Alors, penchons-nous un peu plus sur les revendications de la grève féministe de 2019 :
« Le 14 juin 2019, nous nous mettrons en grève sur nos lieux de travail, dans nos foyers et nous occuperons l’espace public :
- Parce que nous en avons assez des inégalités salariales et des discriminations dans le monde du travail.
- Parce que nous voulons des rentes qui nous permettent de vivre dignement.
- Parce que nous voulons que le travail domestique, éducatif et de soins, ainsi que la charge mentale soient reconnu·e·s et partagé·e·s.
- Parce que nous nous épuisons à travailler, nous voulons réduire le temps de travail.
- Parce que le travail éducatif et de soins doit être une préoccupation collective.
- Parce que nous revendiquons la liberté de nos choix en matière de sexualité et d’identité de genre.
- Parce que notre corps nous appartient, nous exigeons d’être respectées et libres de nos choix.
- Parce que nous refusons la violence sexiste, homophobe et transphobe, nous restons debout !
- Parce que nous voulons que la honte change de camp.
- Parce que lorsque nous venons d’ailleurs, nous vivons de multiples discriminations.
- Parce que le droit d’asile est un droit fondamental, nous demandons le droit de rester, lorsque nos vies sont en danger.
- Parce que l’école est le reflet de la société patriarcale, elle renforce les divisions et les hiérarchies fondées sur le sexe.

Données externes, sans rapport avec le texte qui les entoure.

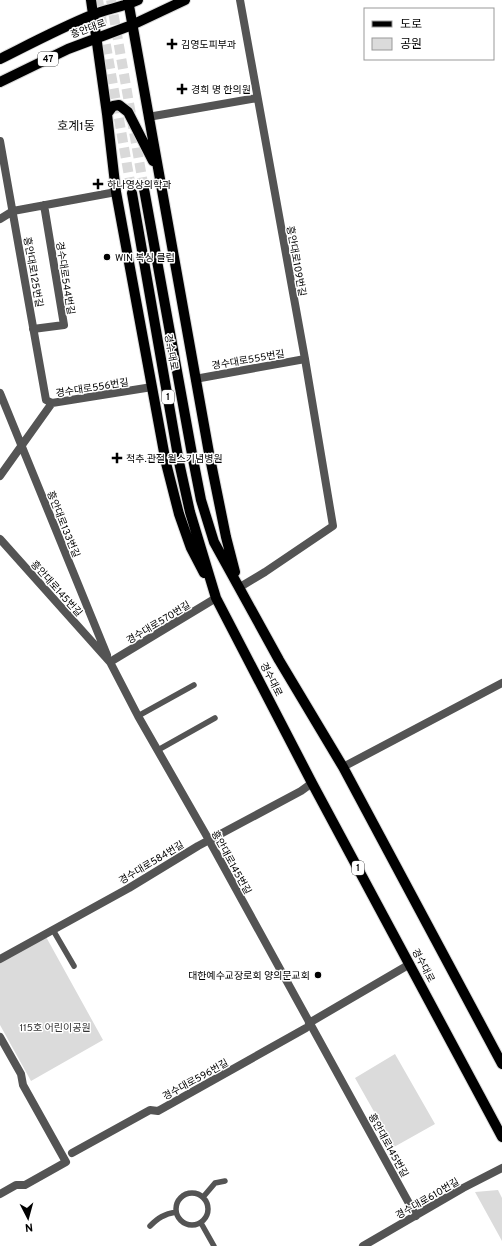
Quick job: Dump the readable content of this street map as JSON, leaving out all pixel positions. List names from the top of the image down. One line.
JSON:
{"streets":{"main road":["흥안대로","47","경수대로","1"],"street":["흥안대로109번길","흥안대로125번길","경수대로544번길","경수대로555번길","경수대로556번길","흥안대로133번길","흥안대로145번길","경수대로570번길","경수대로584번길","경수대로596번길","경수대로610번길"]},"crossings":[["흥안대로109번길","경수대로"],["흥안대로109번길","경수대로555번길"],["흥안대로125번길","경수대로544번길"],["흥안대로125번길","경수대로556번길"],["경수대로","경수대로570번길"],["경수대로","경수대로584번길"],["경수대로","경수대로596번길"],["경수대로556번길","흥안대로133번길"],["흥안대로133번길","흥안대로145번길"],["흥안대로133번길","경수대로570번길"],["흥안대로145번길","경수대로570번길"],["흥안대로145번길","경수대로584번길"],["흥안대로145번길","경수대로596번길"],["흥안대로145번길","경수대로610번길"]],"districts":["호계1동"],"parks":["115호 어린이공원"],"places":{"health":["김영도피부과","경희 명 한의원","하나영상의학과","척추.관절 윌스기념병원"],"other":["WIN 복싱 클럽","대한예수교장로회 양의문교회"]},"legend":["도로","공원"],"north":"bottom"}
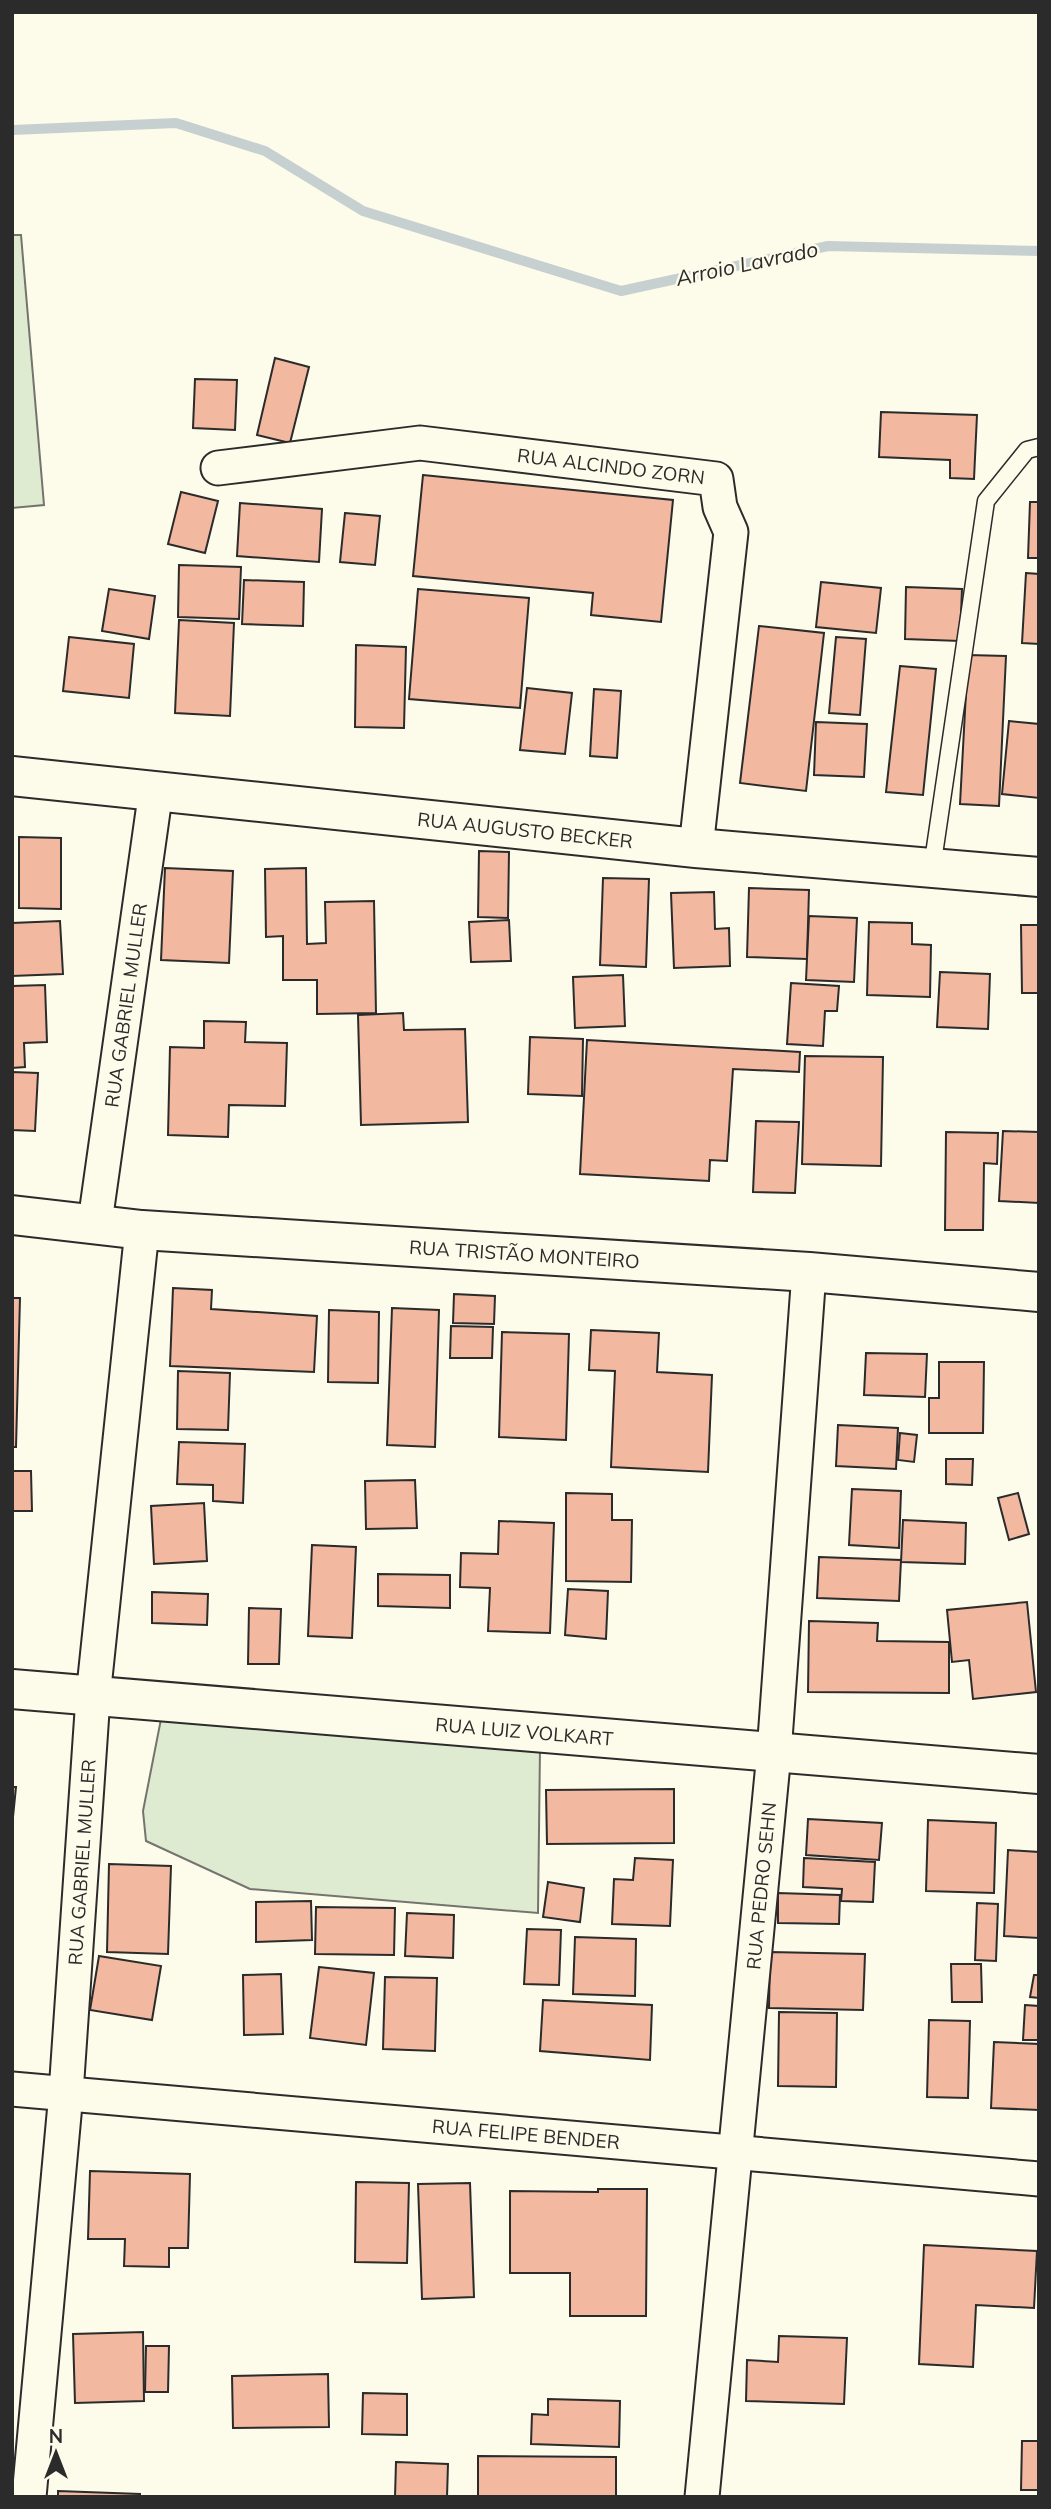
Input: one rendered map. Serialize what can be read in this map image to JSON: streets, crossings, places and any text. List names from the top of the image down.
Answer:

- Parce que nous voulons des cours d’éducation sexuelle qui parlent de notre corps, du plaisir et de la diversité.
- Parce que les espaces relationnels doivent devenir des lieux d’échange et de respect réciproque.

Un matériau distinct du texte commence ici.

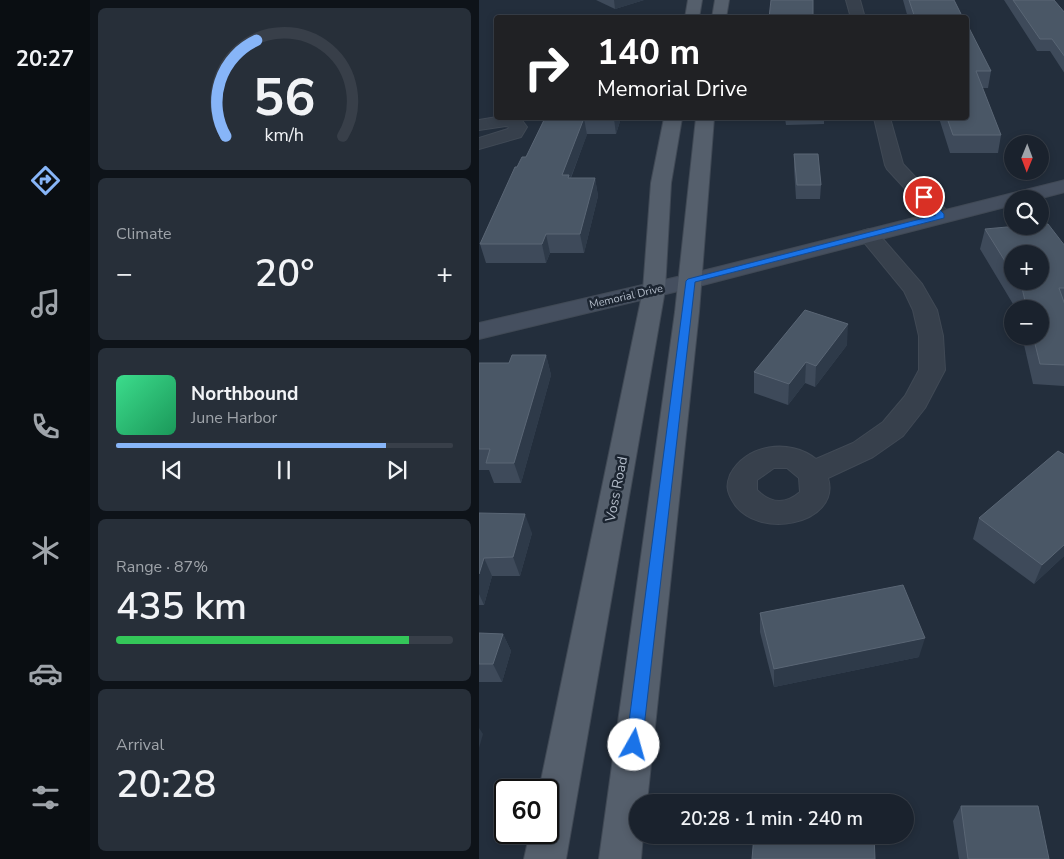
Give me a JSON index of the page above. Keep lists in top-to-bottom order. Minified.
{"streets":{"main road":["Voss Road"],"street":["Memorial Drive"]},"crossings":[["Memorial Drive","Voss Road"]],"north":"bottom","page":{"tabs":"20:27","turn":["140 m","Memorial Drive"],"map_buttons":["+","−"],"tile":["Climate",["Range · 87%","435 km"],["Arrival","20:28"]],"heat":["−","20°","+"],"song":["Northbound","June Harbor"],"limit":"60","trip":"20:28 · 1 min · 240 m","gauge":["56","km/h"]}}
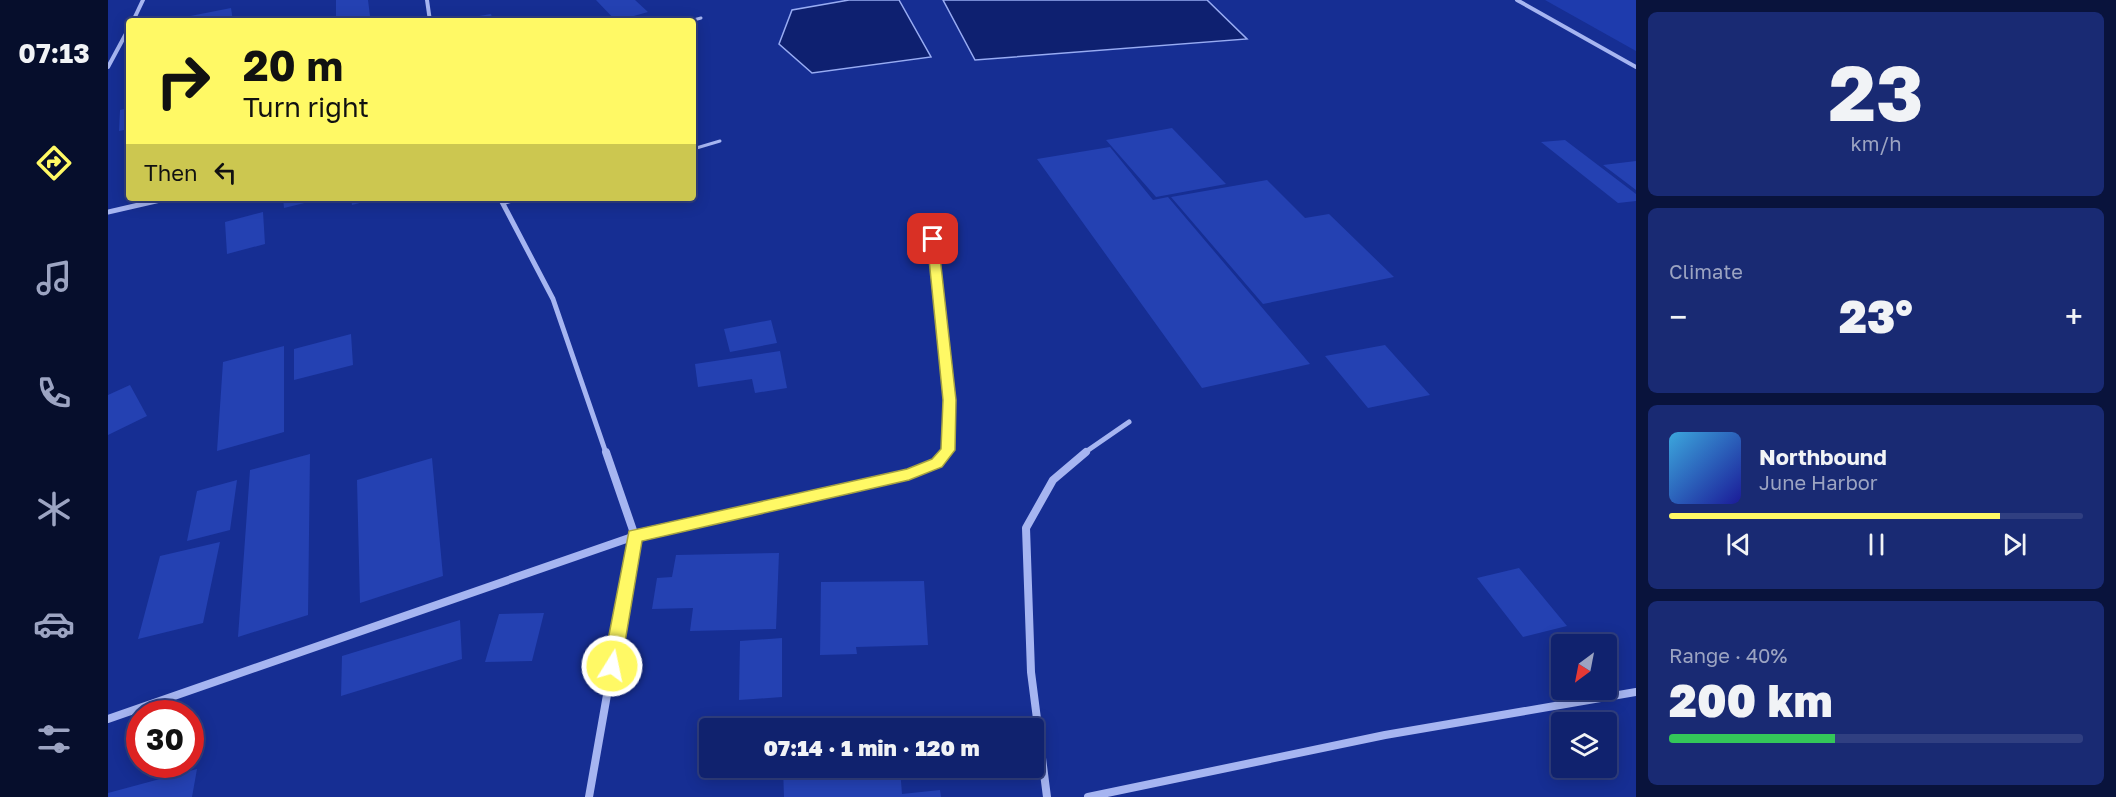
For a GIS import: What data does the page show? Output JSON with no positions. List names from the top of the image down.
{
  "north": "bottom left",
  "page": {
    "tabs": "07:13",
    "tile": [
      ["23", "km/h"],
      "Climate",
      ["Range · 40%", "200 km"]
    ],
    "turn": ["20 m", "Turn right"],
    "then": "Then",
    "heat": ["−", "23°", "+"],
    "song": ["Northbound", "June Harbor"],
    "limit": "30",
    "trip": "07:14 · 1 min · 120 m"
  }
}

- Parce que les institutions ont été conçues sur un modèle patriarcal et de classe dans lequel nous n’apparaissons qu’en incise.

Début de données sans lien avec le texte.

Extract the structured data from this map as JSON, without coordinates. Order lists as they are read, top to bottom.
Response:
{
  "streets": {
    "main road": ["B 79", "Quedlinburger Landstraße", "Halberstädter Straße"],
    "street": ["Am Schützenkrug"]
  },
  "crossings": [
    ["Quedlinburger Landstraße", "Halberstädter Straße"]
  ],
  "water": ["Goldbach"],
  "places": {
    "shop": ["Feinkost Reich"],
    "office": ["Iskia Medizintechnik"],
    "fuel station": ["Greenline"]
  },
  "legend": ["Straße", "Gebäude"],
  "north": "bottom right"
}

- Parce que nous, actrices culturelles, sommes trop souvent peu considérées et reconnues.
- Parce que nous vivons dans une société qui véhicule des représentations stéréotypées de « la femme ».
- Parce que nous sommes solidaires avec les femmes du monde entier.
- Parce que nous voulons vivre dans une société solidaire sans racisme, sans sexisme et sans homophobie et transphobie. »
Je t’invite à lire ici le détail de chaque revendication !
C’est triste de voir qu’une grande partie des revendications de 1991 se retrouvent à nouveau comme étant des problématiques en 2019. En 28 ans, on a avancé à pas de fourmis, bien que beaucoup aient encore l’impression que l’on a acquis tellement de choses. Il y a d’ailleurs 10 revendications de plus, car en 30 ans l’environnement social de nos sociétés a évolué et que les mentalités aussi. On retrouve dans ces revendications un aspect beaucoup plus inclusif et intersectionnel, ce qui est primordial.
Mon expérience de la grève
Personnellement, lorsqu’il y a quelques mois j’ai commencé à entendre parler de la grève, je n’étais pas particulièrement emballée à l’idée d’y participer. Pour être tout à fait honnête, je ne m’étais pas vraiment renseignée, j’en avais brièvement entendu parler, je n’avais pas lu toutes les revendications demandées et je ne me rendais pas non plus compte de l’ampleur que l’événement allait prendre. Je pensais que cette grève retomberait comme un soufflé parce que les gens ne joueraient pas le jeu.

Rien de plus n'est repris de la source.